■ Exercise directions
Pictures stay out. Extract the lines below from the first one through the line with "flex:none; width:38px; height:38px;", both included.

======== Records for the exercise ========

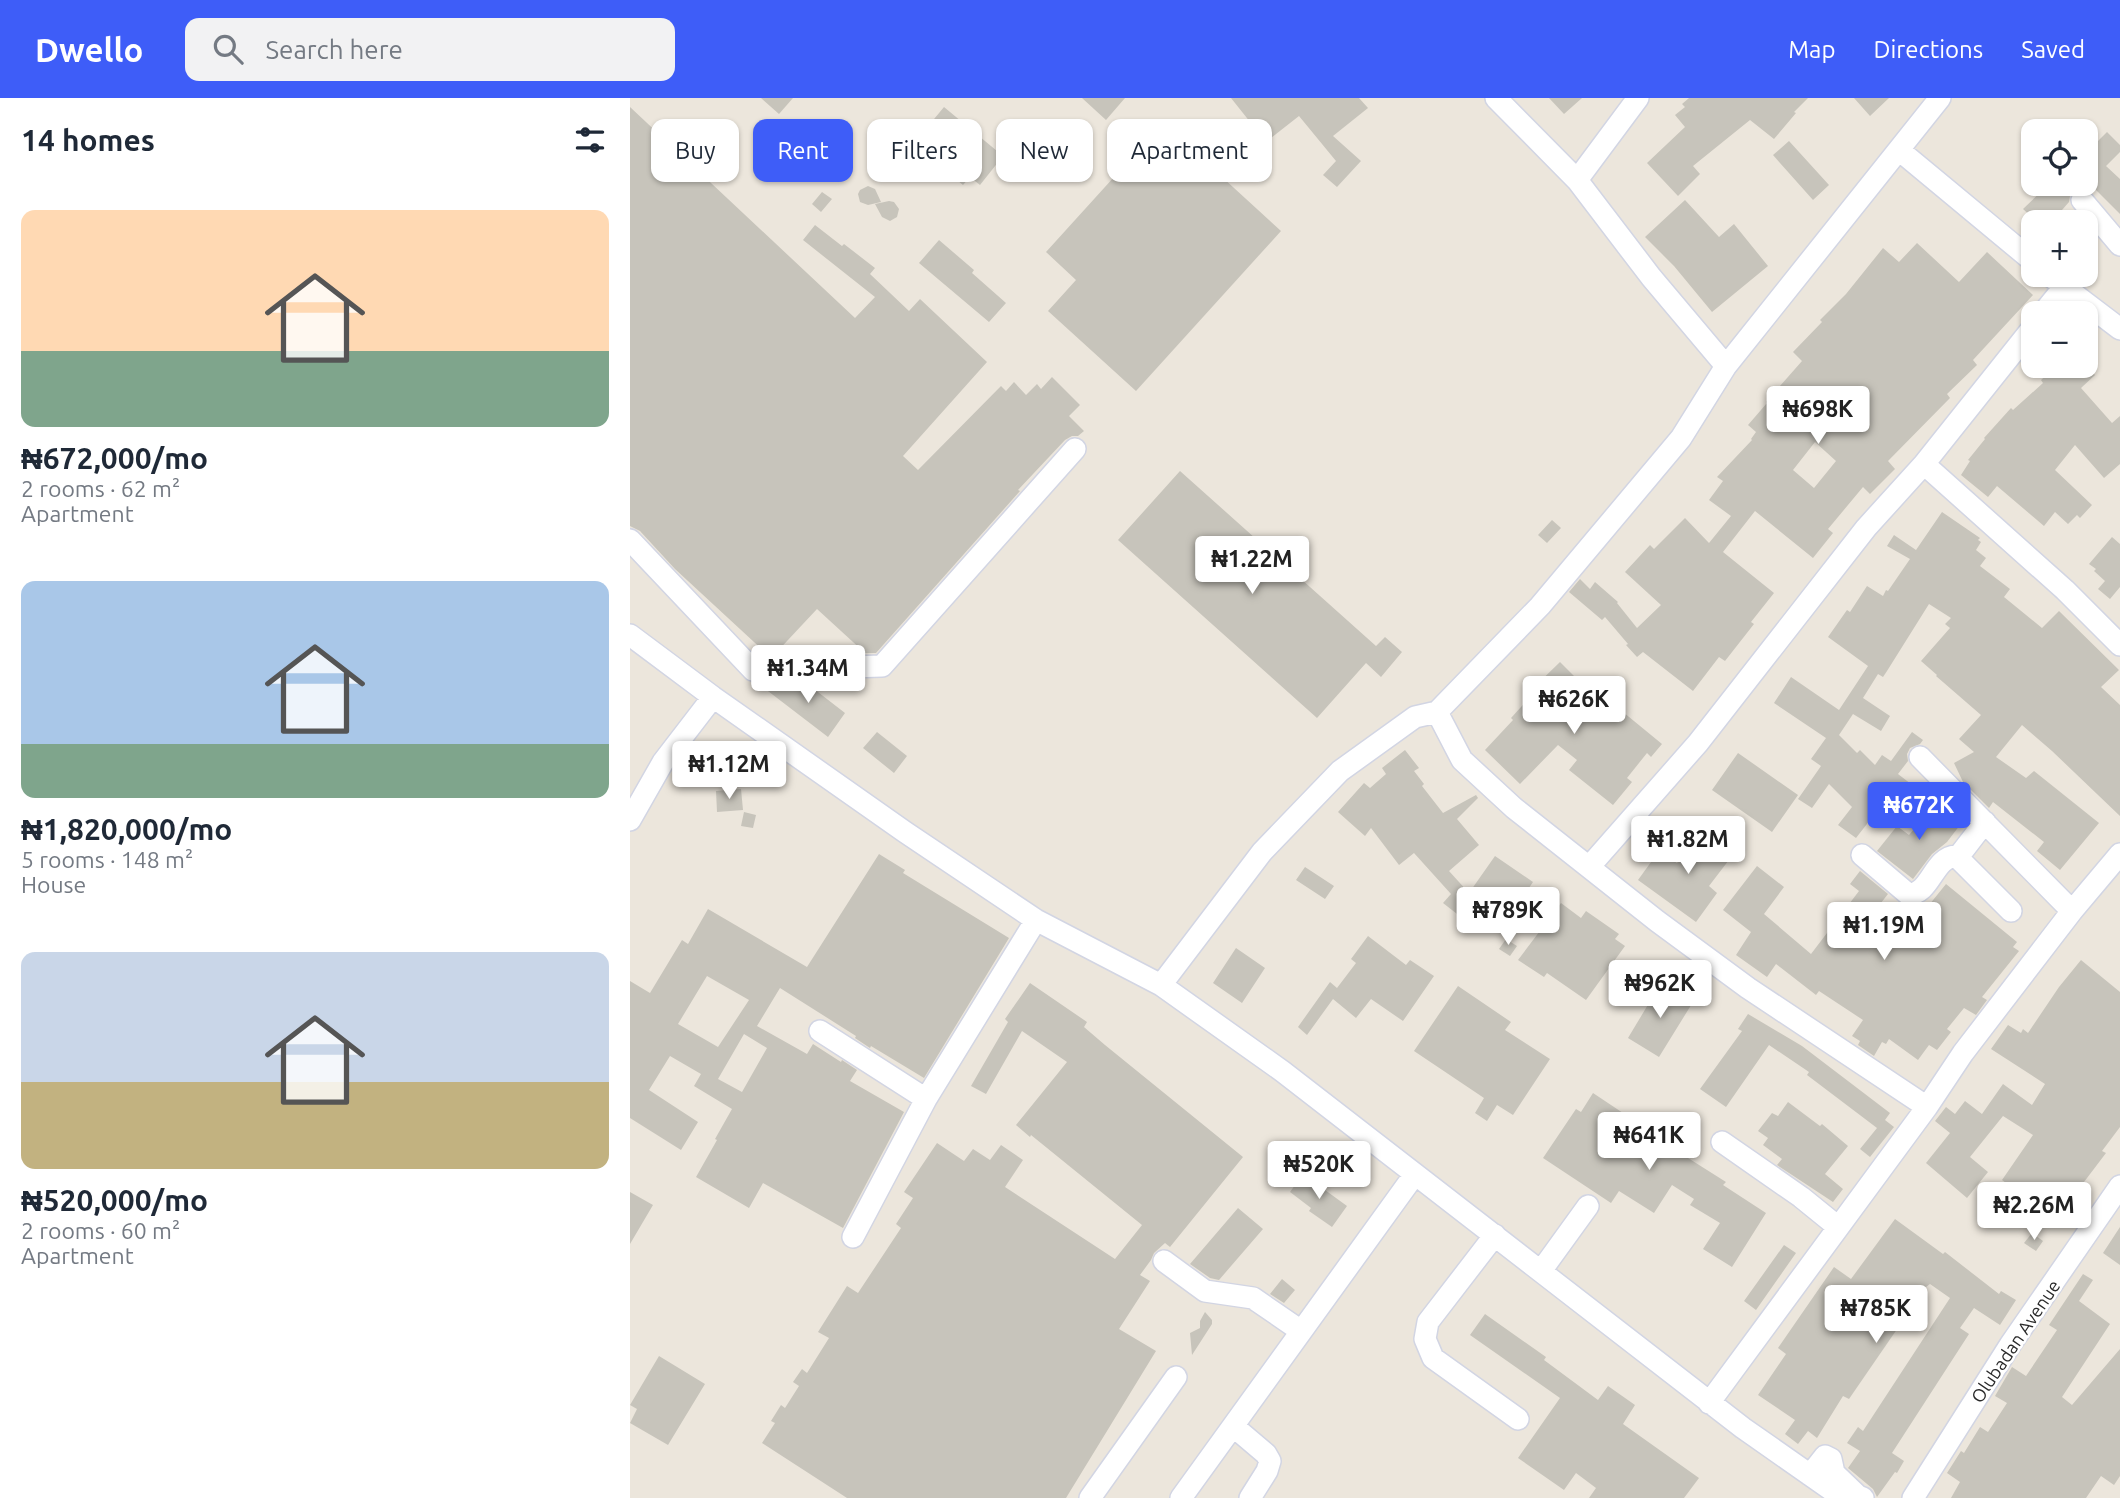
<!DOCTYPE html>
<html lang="en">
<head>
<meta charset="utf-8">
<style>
	:root { --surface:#fff; --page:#f2f2f3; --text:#1f2937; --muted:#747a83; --accent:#3e5df8 }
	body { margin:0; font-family:Ubuntu,sans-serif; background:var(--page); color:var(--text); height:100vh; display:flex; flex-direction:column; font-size:26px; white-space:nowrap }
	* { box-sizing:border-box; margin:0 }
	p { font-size:23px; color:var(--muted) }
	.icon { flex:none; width:38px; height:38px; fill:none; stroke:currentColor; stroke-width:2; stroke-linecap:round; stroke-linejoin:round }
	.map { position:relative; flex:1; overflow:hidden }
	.sheet { display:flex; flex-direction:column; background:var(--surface); width:630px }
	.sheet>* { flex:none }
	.banner { position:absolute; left:21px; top:21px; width:665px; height:63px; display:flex; gap:14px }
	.tools { position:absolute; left:1391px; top:21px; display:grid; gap:14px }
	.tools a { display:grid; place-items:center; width:77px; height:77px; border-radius:14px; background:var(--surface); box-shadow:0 2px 5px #0004; font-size:35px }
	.price { position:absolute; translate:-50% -60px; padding:0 16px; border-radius:7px; background:#fff; color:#222; font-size:23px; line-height:46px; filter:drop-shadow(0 2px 4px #0008) }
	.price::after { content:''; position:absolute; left:50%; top:42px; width:21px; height:16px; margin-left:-10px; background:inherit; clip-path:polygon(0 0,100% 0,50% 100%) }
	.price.active { background:var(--accent); color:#fff }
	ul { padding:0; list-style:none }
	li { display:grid; align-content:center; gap:14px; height:371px; padding:0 21px }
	li span { display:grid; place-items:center; height:217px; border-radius:14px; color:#555 }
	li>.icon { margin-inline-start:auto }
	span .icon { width:126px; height:126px; fill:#fffc; stroke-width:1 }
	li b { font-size:30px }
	h2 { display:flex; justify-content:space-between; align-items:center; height:84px; padding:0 21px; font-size:30px }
	.pill { padding:0 24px; border-radius:14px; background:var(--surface); box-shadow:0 2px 5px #0004; font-size:24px; line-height:63px }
	.pill.active { background:var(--accent); color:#fff }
	header { display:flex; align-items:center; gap:42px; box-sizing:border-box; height:98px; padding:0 35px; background:var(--accent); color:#fff }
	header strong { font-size:33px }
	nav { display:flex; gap:38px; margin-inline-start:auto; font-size:24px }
	.search { width:490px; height:63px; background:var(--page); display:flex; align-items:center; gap:18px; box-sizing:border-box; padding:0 24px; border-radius:14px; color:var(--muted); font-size:26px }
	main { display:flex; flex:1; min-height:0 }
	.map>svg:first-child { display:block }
</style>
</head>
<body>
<header>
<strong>Dwello</strong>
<div class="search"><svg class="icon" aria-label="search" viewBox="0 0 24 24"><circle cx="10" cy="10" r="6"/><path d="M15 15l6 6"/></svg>Search here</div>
<nav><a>Map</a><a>Directions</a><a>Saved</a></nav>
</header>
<main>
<section class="sheet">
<h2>14 homes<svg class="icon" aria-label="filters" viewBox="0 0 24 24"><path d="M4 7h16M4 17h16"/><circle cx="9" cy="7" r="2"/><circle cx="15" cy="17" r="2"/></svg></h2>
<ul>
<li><span style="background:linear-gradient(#ffd9b3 65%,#7fa58c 0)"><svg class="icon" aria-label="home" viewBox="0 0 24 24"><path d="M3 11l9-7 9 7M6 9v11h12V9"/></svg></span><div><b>₦672,000/mo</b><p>2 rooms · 62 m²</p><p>Apartment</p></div></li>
<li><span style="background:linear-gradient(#a9c7e8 75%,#7fa58c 0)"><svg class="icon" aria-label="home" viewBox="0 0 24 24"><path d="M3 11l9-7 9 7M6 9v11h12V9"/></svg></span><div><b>₦1,820,000/mo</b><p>5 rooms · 148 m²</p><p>House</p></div></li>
<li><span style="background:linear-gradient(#c9d6e8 60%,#c2b280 0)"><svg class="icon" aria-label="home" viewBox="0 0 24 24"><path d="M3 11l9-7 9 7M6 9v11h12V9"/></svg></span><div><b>₦520,000/mo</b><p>2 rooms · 60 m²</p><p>Apartment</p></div></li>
</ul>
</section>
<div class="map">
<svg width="1490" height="1400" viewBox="0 0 1490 1400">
	<rect width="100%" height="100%" fill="#ece6dc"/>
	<path fill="#c7c4bb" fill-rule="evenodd" d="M131,0H163L149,16Z
		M452,0H495L476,22Z
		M601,0H729L738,10L703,38L731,63L707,89L693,77L706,63L669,18L636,44Z
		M919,0H952L934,16Z
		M1059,0H1178L1164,14L1166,15L1144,41L1120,22L1063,68L1070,76L1048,98L1017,65L1055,29L1045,17L1055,9L1052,6Z
		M1224,0H1259L1240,18Z
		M0,9L225,220L245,199L173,142L185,127L212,148L214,146L245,170L240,176L279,213L290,201L357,264L273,358L288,372L371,288L376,293L384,284L396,297L407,286L411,291L422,279L450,307L439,318L454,333L448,338H442L435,342L388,392L390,393L246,555H235L187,511L143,558H139L45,471L10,433L0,428Z
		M314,9L373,58L350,87L340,79L333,87L304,63L311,55L290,38Z
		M533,25L651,133L506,293L418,213L446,182L416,154Z
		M1477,34L1490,47V54L1476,68L1490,81V116L1456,82V55Z
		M1159,43L1199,87L1183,102L1143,57Z
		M1419,86H1458L1454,89L1443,92L1440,98L1439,104L1432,112L1444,124H1407L1393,111Z
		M238,88L245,91L251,104L238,107L230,104L228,96L230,92Z
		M192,94L202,101L191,114L182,106Z
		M1055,102L1089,139L1104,126L1138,168L1082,214L1044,168L1015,139Z
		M259,103L264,104L269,111L267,119L260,123L252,119L245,106Z
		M309,142L344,172L342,175L376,205L359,224L289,165Z
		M1287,145L1329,184L1357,154L1403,197L1343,262L1347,267L1317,296L1320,300L1258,363L1265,371L1240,396L1233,389L1198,431L1203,435L1183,460L1125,413L1093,454L1144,495L1121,524L1124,526L1095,563L1089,559L1063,593L1013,554L1007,559L996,547L998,546L975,519L972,522L939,494L950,481L960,491L965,484L988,504L987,505L1007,530L1031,507L995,474L1020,447L1024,451L1055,420L1079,445L1101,418L1079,402L1093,383L1087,379L1122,342L1121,341L1126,334L1118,327L1137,305L1136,304L1172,263L1163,254L1192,224L1190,222L1216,196L1253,150L1269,164ZM1185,344L1206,363L1184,390L1163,372Z
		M1433,268H1457L1465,277L1451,290L1482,325L1490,318V366L1474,380L1445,347L1425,372L1462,407L1450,420L1447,417L1438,426L1425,414L1414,428L1367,388L1358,399L1331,377L1340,363L1338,362L1355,341L1354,340L1381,310L1383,312L1413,285L1411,282L1421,273L1424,276Z
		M550,373L746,548L755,539L772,554L751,579L736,565L687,620L488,442Z
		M1312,414L1350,440L1348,442L1351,444L1346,452L1356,460L1350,468L1380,491L1374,499L1412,530L1429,513L1489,572L1471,589L1490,607V718L1422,653L1392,627L1366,659L1396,680L1404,673L1469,725L1430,772L1407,753L1414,744L1363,704L1359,710L1333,684L1324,665L1344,654L1329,641L1351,617L1306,578L1307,577L1291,563L1320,530L1315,526L1321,520L1299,506L1257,573L1253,579L1248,576L1233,600L1260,618L1251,633L1223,616L1209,637L1227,655L1230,652L1245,667L1252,657L1261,663L1282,634L1293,642L1290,646L1280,650L1277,656L1278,663L1268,676L1281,686L1276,695L1256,721L1247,713L1226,740L1208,727L1222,709L1199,686L1182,710L1168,701L1191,668L1181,661L1196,640L1144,605L1161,579L1209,612L1238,568L1198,539L1217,512L1220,514L1237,488L1253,498L1256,492L1258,493L1280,461L1257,448L1264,437L1286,452Z
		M922,422L931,430L917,445L908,437Z
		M1482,439L1490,446V489L1480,501L1468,491L1475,483L1464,473L1466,471L1459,466Z
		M930,564L977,611L982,605L1032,646L1021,659L1017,655L997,680L1002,684L983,707L939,672L947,662L928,647L890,686L855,652L883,622L881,620L900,599L897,596Z
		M149,584L155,589L158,584H175L215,615L198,639L134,590L139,585Z
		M247,634L277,658L264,675L233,650Z
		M775,652L789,670L784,673L794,686L792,688L813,715L846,697L848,700L827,721L849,747L819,773L839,795L865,758L903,784L878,821L861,809L845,830L813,805L821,796L784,755L769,767L741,730L735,738L708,714L734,685L740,690L756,676L752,670Z
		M1108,655L1168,697L1142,734L1082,692Z
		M111,691L113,712L87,714L86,693Z
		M1305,706L1330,727L1317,744L1302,756L1283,781L1247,753L1267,728L1279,737Z
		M114,714L126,717L123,730L111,728Z
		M1071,734L1102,758L1079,788L1087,795L1066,824L1008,782L1029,753L1047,765Z
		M249,756L275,772L273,775L379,840L294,980L241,948L240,950L225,940L226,938L150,890L127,928L177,956L183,946L211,964L212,962L227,972L220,983L274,1014L213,1130L133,1085L119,1110L66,1079L87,1042L85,1041L102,1011L64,988L71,976L40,958L19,992L68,1024L51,1052L0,1020V883L20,895L52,842L58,846L78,811L177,869ZM77,878L119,902L88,949L48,926ZM114,936L137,950L112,994L88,981Z
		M1127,768L1154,789L1134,816L1181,856L1229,793L1220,786L1230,773L1258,796L1236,824L1239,826L1237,829L1260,846L1265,839L1270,843L1316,786L1387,844L1383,849L1389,853L1352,899L1357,902L1346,917L1334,910L1317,931L1321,934L1307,952L1299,947L1288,962L1259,941L1256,946L1252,944L1244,958L1228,947L1230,943L1222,938L1233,922L1189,893L1186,897L1146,866L1137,879L1106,857L1121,834L1093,812Z
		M675,769L704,788L695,801L666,782Z
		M931,805L951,820L956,813L989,836L985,841L995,848L956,902L917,875L914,879L888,862Z
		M738,838L776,867L780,862L804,878L773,923L741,901L726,920L703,901L677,937L668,929L700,884L707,890L726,865L721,861Z
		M876,841L887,848L880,858L869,851Z
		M606,850L635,870L612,905L583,885Z
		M1451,862L1490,894V1029L1472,1053L1476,1055L1454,1084L1457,1086L1429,1125L1372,1082L1403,1037L1373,1018L1340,1059L1358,1074L1337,1100L1296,1065L1320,1035L1305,1023L1316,1009L1325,1016L1335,1003L1352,1016L1373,986L1402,1007L1415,986L1361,951L1378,927L1391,935L1393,931L1398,935L1429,889Z
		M400,885L457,924L454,929L475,947L613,1059L540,1149L535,1145L524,1155L521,1162L510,1177L520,1183L489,1231L526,1253L436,1400H217L132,1345L145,1325L141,1323L151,1307L155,1310L169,1288L163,1284L172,1271L177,1275L199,1240L188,1234L217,1188L228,1195L271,1130L266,1126L283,1100L274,1094L307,1045L334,1063L343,1051L360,1062L371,1047L393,1062L375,1089L485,1161L512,1127L401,1037L400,1039L386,1027L437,964L392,933L356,996L341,988L378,924L375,921Z
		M1031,885L1063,904L1029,959L998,940Z
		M828,888L881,924L875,932L920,961L883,1017L867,1007L857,1023L845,1015L854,1000L784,953Z
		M1118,916L1172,948L1260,1015L1255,1022L1264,1029L1240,1059L1230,1051L1247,1030L1177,977L1179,974L1139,947L1096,1009L1070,991L1112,933L1108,931Z
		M963,995L1041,1047L1046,1038L1065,1050L1058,1060L1096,1084L1093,1087L1136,1115L1102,1169L1073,1151L1090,1125L1060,1107L1064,1101L1042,1087L1024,1115L989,1093L981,1105L913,1060L946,1011L951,1014Z
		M1158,1004L1190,1028L1192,1026L1218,1048L1195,1076L1213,1091L1203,1104L1147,1067L1152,1061L1133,1047L1138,1040L1128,1033L1142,1015L1148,1018Z
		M673,1076L717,1108L702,1129L679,1113L681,1110L660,1094Z
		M0,1094L23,1107L0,1146Z
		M608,1110L633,1131L589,1182L580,1180L560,1166Z
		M1265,1121L1313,1156L1315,1154L1369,1196L1371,1193L1386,1202L1370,1227L1344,1210L1330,1230L1339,1236L1262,1355L1274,1363L1267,1375L1265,1374L1247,1399L1243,1391L1218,1370L1230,1353L1217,1345L1228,1329L1233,1333L1320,1200L1300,1186L1296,1189L1219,1301L1213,1298L1187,1340L1178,1333L1168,1346L1155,1336L1165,1322L1128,1297L1156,1256L1148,1250L1204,1169L1221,1181Z
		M1490,1129V1167L1473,1155Z
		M1402,1135L1413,1143L1406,1153L1394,1145Z
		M1154,1147L1166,1155L1126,1212L1114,1203Z
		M1453,1176L1463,1182L1449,1203L1480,1226L1432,1299L1442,1307L1490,1251V1378L1484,1387L1471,1378L1456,1400H1321L1330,1384L1317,1375L1331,1353L1334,1355L1350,1329L1358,1334L1377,1305L1365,1298L1382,1269L1396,1278L1427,1232L1419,1227Z
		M652,1181L665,1192L654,1205L640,1196Z
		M575,1214L582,1222V1226L562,1257L560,1235L570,1230V1223Z
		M855,1216L916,1259L914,1262L968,1302L978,1288L1005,1307L993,1326L1069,1380L1054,1400H959L966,1390L946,1375L934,1392L888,1360L930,1300L840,1237Z
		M29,1258L75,1286L38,1347L0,1325L7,1311L0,1307Z"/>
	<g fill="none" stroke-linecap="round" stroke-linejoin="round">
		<defs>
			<path id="minor" d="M1269,52L1404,164
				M947,82L1008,0
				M1452,102L1490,147
				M1419,177L1490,231
				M1413,215L1434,189
				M1096,268L1310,0
				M1294,366L1435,492L1490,547
				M0,442L123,572L252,568L445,351
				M0,537L83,599L275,734L406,822L531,887L652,973L1113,1330L1213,1400
				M807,614L832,662L884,710L1027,823L1118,890L1297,1009
				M1290,659L1442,813
				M0,722L33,664L83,599
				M1232,757L1278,796C1301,797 1303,759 1326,758L1381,813
				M1328,759L1355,724
				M959,769L1068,645L1236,430L1294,366L1404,228
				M531,887L632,754L710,673L785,619L807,614L910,508L1051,340L1096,268L1021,179L947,82L866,0
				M190,933L296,1001
				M1092,1044L1171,1099L1208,1129
				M865,1137L798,1224L795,1241L803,1260L888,1321
				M223,1139L296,1001L406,822
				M534,1163L575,1193L623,1200L671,1233
				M911,1173L958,1108
				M1079,1305L1297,1009L1333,955L1442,813L1490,756
				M603,1328L636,1356L640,1363L637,1373L620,1400
				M1180,1377L1195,1358L1201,1361L1204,1375L1228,1398L1233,1400
				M460,1400L546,1279
				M551,1400L785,1076
				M1283,1400L1380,1247L1490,1088"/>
		</defs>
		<use href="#minor" stroke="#d2d5e3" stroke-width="24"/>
		<use href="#minor" stroke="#fff" stroke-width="21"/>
	</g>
	<g text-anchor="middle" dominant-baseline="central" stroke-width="5" stroke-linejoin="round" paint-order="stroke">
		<g font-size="18" fill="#2a2a2a" stroke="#fff">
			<text transform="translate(1385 1243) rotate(-56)">Olubadan Avenue</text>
		</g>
	</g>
</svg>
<div class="tools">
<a><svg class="icon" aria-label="locate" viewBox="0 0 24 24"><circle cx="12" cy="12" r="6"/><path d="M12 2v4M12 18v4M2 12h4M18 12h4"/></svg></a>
<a>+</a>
<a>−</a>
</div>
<b class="price" style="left:1188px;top:348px">₦698K</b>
<b class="price" style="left:622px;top:498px">₦1.22M</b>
<b class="price" style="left:178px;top:607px">₦1.34M</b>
<b class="price" style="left:944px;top:638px">₦626K</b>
<b class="price" style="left:99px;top:703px">₦1.12M</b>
<b class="price active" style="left:1289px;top:744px">₦672K</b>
<b class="price" style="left:1058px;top:778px">₦1.82M</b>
<b class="price" style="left:878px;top:849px">₦789K</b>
<b class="price" style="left:1254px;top:864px">₦1.19M</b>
<b class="price" style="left:1030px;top:922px">₦962K</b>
<b class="price" style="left:1019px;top:1074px">₦641K</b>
<b class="price" style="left:689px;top:1103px">₦520K</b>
<b class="price" style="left:1404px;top:1144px">₦2.26M</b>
<b class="price" style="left:1246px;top:1247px">₦785K</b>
<div class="banner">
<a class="pill">Buy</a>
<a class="pill active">Rent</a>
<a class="pill">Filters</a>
<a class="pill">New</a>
<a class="pill">Apartment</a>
</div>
</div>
</main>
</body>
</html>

========

■ Response to this task
<!DOCTYPE html>
<html lang="en">
<head>
<meta charset="utf-8">
<style>
	:root { --surface:#fff; --page:#f2f2f3; --text:#1f2937; --muted:#747a83; --accent:#3e5df8 }
	body { margin:0; font-family:Ubuntu,sans-serif; background:var(--page); color:var(--text); height:100vh; display:flex; flex-direction:column; font-size:26px; white-space:nowrap }
	* { box-sizing:border-box; margin:0 }
	p { font-size:23px; color:var(--muted) }
	.icon { flex:none; width:38px; height:38px; fill:none; stroke:currentColor; stroke-width:2; stroke-linecap:round; stroke-linejoin:round }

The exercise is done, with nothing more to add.